● **TASK OBJECTIVE**
Pictures in the entries below are to be left out; otherwise, reproduce exactly the lines from the first through the line containing "filter:drop-shadow(1px 0 #979795)".

● **GIVEN DATA**
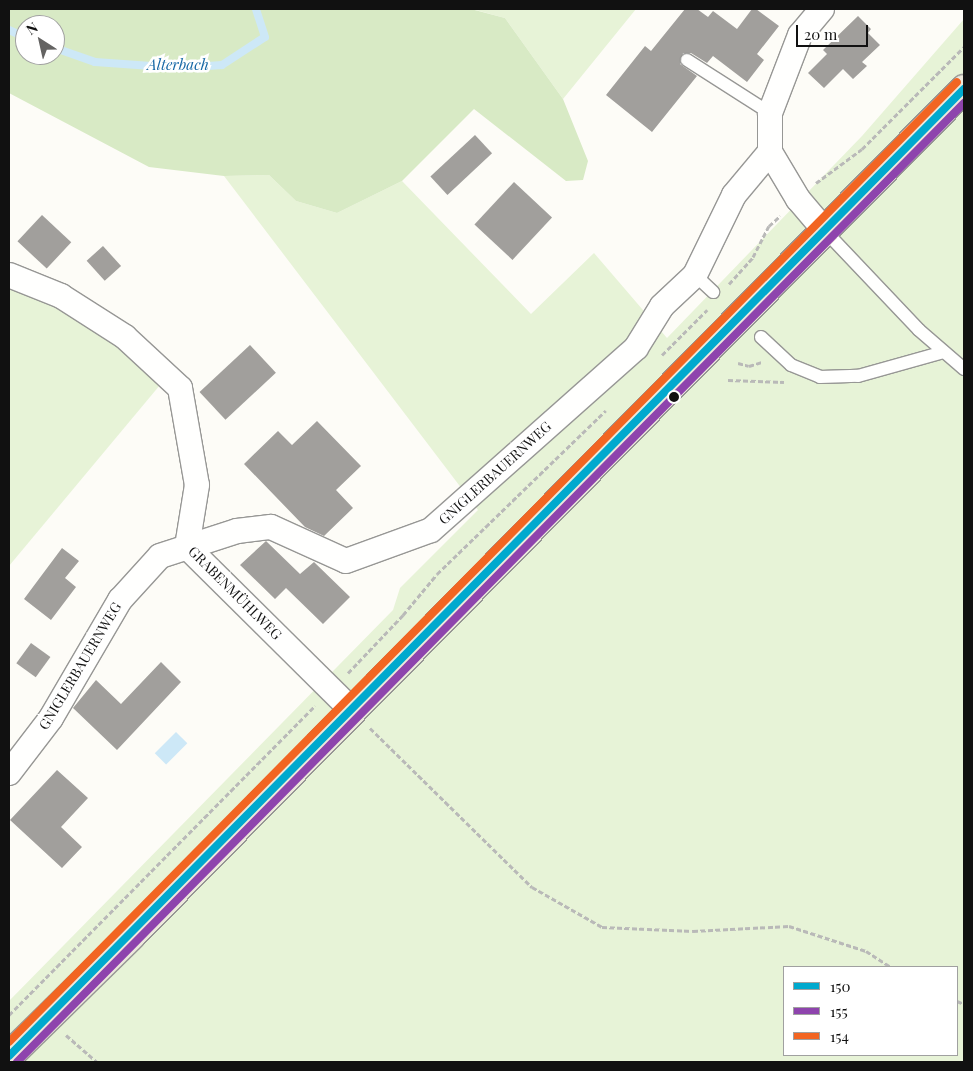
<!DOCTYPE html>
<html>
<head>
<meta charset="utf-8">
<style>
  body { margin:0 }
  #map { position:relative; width:973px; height:1071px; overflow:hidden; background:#fdfcf7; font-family:"Playfair Display",serif }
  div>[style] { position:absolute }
  .green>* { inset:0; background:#e7f3d7 }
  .forest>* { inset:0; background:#d8eac5 }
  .water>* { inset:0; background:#cde8f7; transform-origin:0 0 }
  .stream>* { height:8px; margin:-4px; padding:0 4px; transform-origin:4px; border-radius:4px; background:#cde8f7 }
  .building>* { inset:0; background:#a19f9c; transform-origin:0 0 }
  .path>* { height:3px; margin-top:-1.5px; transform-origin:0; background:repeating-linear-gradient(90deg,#b9b9b8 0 5px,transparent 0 7.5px) }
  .roads { filter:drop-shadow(1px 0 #979795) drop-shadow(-1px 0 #979795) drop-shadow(0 1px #979795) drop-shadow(0 -1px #979795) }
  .lane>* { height:12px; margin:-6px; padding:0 6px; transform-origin:6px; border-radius:6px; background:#fffffe }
  .street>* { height:24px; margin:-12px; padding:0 12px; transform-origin:12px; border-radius:12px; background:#fffffe }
  .primary>* { height:28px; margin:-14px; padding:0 14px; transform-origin:14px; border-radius:14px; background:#ede9dc }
  .bus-1>* { height:8px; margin:-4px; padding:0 4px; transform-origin:4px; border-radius:4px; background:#00a9ce }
  .bus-2>* { height:8px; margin:-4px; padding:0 4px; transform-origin:4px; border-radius:4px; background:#8e44ad }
  .bus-3>* { height:8px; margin:-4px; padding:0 4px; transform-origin:4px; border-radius:4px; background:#f26522 }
  .dots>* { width:14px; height:14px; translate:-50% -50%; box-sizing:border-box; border:2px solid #fff; border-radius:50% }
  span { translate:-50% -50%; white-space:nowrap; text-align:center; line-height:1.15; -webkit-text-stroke:5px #fff; paint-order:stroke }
  .street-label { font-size:14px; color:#111 }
  .water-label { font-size:15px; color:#1768a6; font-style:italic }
  .frame { position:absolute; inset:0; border:10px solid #111; pointer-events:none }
  .legend { position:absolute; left:783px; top:966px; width:175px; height:90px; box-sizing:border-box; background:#fff; border:1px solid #a0a0a0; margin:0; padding:6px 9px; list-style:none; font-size:15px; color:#111 }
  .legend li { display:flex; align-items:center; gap:10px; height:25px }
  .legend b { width:25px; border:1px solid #a0a0a0 }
  .north { position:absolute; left:15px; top:15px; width:50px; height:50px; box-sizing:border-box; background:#fff; border:1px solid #a0a0a0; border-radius:50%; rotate:325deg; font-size:14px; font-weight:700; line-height:20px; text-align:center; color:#111 }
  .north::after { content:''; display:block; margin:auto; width:18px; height:22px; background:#646362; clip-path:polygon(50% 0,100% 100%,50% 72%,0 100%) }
  .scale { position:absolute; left:796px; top:25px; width:72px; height:22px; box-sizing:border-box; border:2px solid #111; border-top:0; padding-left:6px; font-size:15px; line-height:18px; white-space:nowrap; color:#111; -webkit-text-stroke:4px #fff; paint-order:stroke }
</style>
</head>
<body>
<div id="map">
  <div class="green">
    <i style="clip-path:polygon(472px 9px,636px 9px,563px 99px,505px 18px)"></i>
    <i style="clip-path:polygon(evenodd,964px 19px,964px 1062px,9px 1062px,9px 1001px,393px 610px,400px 588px,478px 510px,224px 176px,269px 175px,296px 201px,337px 213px,402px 181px,531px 314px,594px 253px,667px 338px,862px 136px,964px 19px,784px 967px,957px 967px,957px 1055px,784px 1055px,784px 967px)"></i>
    <i style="clip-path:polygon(9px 285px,84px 315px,160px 385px,9px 566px)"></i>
  </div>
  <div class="forest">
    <i style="clip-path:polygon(evenodd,9px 9px,471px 9px,505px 18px,563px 99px,588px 161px,583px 180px,566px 181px,474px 109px,402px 181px,337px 213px,296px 201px,269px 175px,224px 176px,149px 167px,9px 93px,9px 9px,25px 25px,55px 25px,55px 55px,25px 55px,25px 25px)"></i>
  </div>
  <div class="water">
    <i style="left:176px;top:732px;width:16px;height:30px;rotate:45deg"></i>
  </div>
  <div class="stream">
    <i style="left:9px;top:30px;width:17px;rotate:24deg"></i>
    <i style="left:55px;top:48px;width:42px;rotate:19.3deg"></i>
    <i style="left:95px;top:62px;width:85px;rotate:4deg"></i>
    <i style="left:180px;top:68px;width:42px;rotate:-4.1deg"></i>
    <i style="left:222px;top:65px;width:51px;rotate:-33.1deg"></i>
    <i style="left:265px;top:37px;width:29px;rotate:-108deg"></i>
  </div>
  <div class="building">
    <i style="clip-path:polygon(685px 9px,697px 9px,708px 17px,713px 11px,737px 29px,752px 9px,756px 9px,779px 26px,757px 54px,764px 60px,747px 82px,713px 56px,707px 63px,691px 53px,683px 53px,680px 64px,697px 76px,652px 132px,606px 95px,645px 46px,651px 51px)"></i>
    <i style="clip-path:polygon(858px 16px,871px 29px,868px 33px,880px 45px,862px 62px,867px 66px,853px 79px,843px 69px,824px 88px,808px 73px,827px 54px,823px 50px)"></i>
    <i style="left:475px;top:135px;width:25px;height:61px;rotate:47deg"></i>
    <i style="left:514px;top:182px;width:52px;height:58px;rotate:43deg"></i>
    <i style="left:42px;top:215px;width:40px;height:36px;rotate:43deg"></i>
    <i style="left:103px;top:246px;width:27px;height:22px;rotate:48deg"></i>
    <i style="left:250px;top:345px;width:38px;height:69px;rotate:47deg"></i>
    <i style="clip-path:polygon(317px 421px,361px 466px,336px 490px,353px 508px,324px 536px,305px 527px,244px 464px,278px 431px,292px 445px)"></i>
    <i style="clip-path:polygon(266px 541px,300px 574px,314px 562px,350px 597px,323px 624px,286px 588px,275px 599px,240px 565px)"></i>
    <i style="clip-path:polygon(62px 548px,79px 561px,65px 578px,76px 587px,51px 620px,24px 599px)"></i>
    <i style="left:31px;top:643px;width:24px;height:25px;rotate:36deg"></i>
    <i style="clip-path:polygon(161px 662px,181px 682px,117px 750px,73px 708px,96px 680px,121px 704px)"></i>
    <i style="clip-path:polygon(57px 770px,88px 798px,61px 827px,82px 847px,62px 868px,10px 820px)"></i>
  </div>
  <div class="path">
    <i style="left:816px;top:183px;width:57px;rotate:-36.5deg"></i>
    <i style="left:862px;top:149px;width:144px;rotate:-45deg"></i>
    <i style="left:729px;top:284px;width:36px;rotate:-48deg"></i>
    <i style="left:753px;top:257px;width:35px;rotate:-63deg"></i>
    <i style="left:769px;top:226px;width:15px;rotate:-42deg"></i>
    <i style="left:662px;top:355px;width:64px;rotate:-45deg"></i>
    <i style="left:738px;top:363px;width:11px;rotate:15deg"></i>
    <i style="left:749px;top:366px;width:14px;rotate:-17deg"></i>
    <i style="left:728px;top:380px;width:56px;rotate:2deg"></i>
    <i style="left:348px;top:673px;width:80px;rotate:-46.5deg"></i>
    <i style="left:403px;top:615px;width:53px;rotate:-50.3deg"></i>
    <i style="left:437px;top:574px;width:235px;rotate:-44.1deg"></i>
    <i style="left:370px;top:728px;width:227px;rotate:44.5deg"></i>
    <i style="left:532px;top:887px;width:81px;rotate:29.7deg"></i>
    <i style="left:602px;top:927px;width:91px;rotate:2.5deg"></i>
    <i style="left:693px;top:931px;width:96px;rotate:-3deg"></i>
    <i style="left:789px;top:926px;width:81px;rotate:18deg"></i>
    <i style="left:866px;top:951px;width:30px;rotate:33deg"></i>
    <i style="left:957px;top:1001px;width:8px;rotate:23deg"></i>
    <i style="left:9px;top:1015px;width:435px;rotate:-45.3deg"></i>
    <i style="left:66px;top:1035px;width:41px;rotate:41.1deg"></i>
  </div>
  <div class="roads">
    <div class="lane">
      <i style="left:687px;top:60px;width:98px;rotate:32.6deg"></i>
      <i style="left:826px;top:232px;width:135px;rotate:46.5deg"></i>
      <i style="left:919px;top:330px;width:60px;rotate:40.9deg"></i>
      <i style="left:695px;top:275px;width:25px;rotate:43deg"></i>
      <i style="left:761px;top:337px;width:41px;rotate:43deg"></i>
      <i style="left:791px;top:365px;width:31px;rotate:22deg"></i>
      <i style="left:820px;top:377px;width:38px;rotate:-2deg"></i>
      <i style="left:858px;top:376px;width:89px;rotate:-15.6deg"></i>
    </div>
    <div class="street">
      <i style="left:822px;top:9px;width:34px;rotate:130deg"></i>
      <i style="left:800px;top:35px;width:84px;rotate:111deg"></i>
      <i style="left:770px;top:113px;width:39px;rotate:90deg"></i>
      <i style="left:770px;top:152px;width:55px;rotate:59.2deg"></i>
      <i style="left:798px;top:199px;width:43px;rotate:49.7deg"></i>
      <i style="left:9px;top:275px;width:56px;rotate:22deg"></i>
      <i style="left:61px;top:296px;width:76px;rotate:32.6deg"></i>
      <i style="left:125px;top:337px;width:75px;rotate:42.8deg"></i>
      <i style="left:180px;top:388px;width:98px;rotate:80.1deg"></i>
      <i style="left:197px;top:485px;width:63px;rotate:99.2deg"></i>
      <i style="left:187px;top:547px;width:232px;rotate:44.7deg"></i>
      <i style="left:9px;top:773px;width:69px;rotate:-52.6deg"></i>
      <i style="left:51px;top:718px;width:137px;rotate:-59.7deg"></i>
      <i style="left:120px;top:600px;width:59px;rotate:-47.7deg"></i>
      <i style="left:160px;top:556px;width:81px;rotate:-18deg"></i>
      <i style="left:237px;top:531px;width:34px;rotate:-7deg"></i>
      <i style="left:271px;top:527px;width:82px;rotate:24.4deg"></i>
      <i style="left:346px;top:561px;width:90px;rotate:-20deg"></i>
      <i style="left:431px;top:530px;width:274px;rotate:-41.6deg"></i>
      <i style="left:636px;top:348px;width:49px;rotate:-58.2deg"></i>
      <i style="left:662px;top:306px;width:45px;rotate:-43.2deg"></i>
      <i style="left:695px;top:275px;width:89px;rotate:-64deg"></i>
      <i style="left:734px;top:195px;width:56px;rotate:-50.1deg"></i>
    </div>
    <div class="primary">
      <i style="left:9px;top:1056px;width:170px;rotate:-44.5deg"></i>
      <i style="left:130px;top:937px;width:1189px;rotate:-45.48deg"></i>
    </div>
  </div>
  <div class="bus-1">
    <i style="left:9px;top:1056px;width:1359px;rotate:-45.36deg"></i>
  </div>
  <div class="bus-2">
    <i style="left:17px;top:1062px;width:1348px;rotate:-45.36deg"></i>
  </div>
  <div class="bus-3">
    <i style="left:9px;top:1042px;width:1349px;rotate:-45.36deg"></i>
  </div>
  <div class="dots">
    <i style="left:674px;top:397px;background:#111"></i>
  </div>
  <div class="street-label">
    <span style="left:495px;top:473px;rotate:-42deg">GNIGLERBAUERNWEG</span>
    <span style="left:235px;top:593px;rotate:45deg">GRABENMÜHLWEG</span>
    <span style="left:80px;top:666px;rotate:-59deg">GNIGLERBAUERNWEG</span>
  </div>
  <div class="water-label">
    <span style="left:178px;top:65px">Alterbach</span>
  </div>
  <div class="frame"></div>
  <ul class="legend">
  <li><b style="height:6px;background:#00a9ce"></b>150</li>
  <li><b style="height:6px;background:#8e44ad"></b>155</li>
  <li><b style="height:6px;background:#f26522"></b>154</li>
  </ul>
  <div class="north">N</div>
  <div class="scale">20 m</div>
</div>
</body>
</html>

● **ANSWER SPACE**
<!DOCTYPE html>
<html>
<head>
<meta charset="utf-8">
<style>
  body { margin:0 }
  #map { position:relative; width:973px; height:1071px; overflow:hidden; background:#fdfcf7; font-family:"Playfair Display",serif }
  div>[style] { position:absolute }
  .green>* { inset:0; background:#e7f3d7 }
  .forest>* { inset:0; background:#d8eac5 }
  .water>* { inset:0; background:#cde8f7; transform-origin:0 0 }
  .stream>* { height:8px; margin:-4px; padding:0 4px; transform-origin:4px; border-radius:4px; background:#cde8f7 }
  .building>* { inset:0; background:#a19f9c; transform-origin:0 0 }
  .path>* { height:3px; margin-top:-1.5px; transform-origin:0; background:repeating-linear-gradient(90deg,#b9b9b8 0 5px,transparent 0 7.5px) }
  .roads { filter:drop-shadow(1px 0 #979795) drop-shadow(-1px 0 #979795) drop-shadow(0 1px #979795) drop-shadow(0 -1px #979795) }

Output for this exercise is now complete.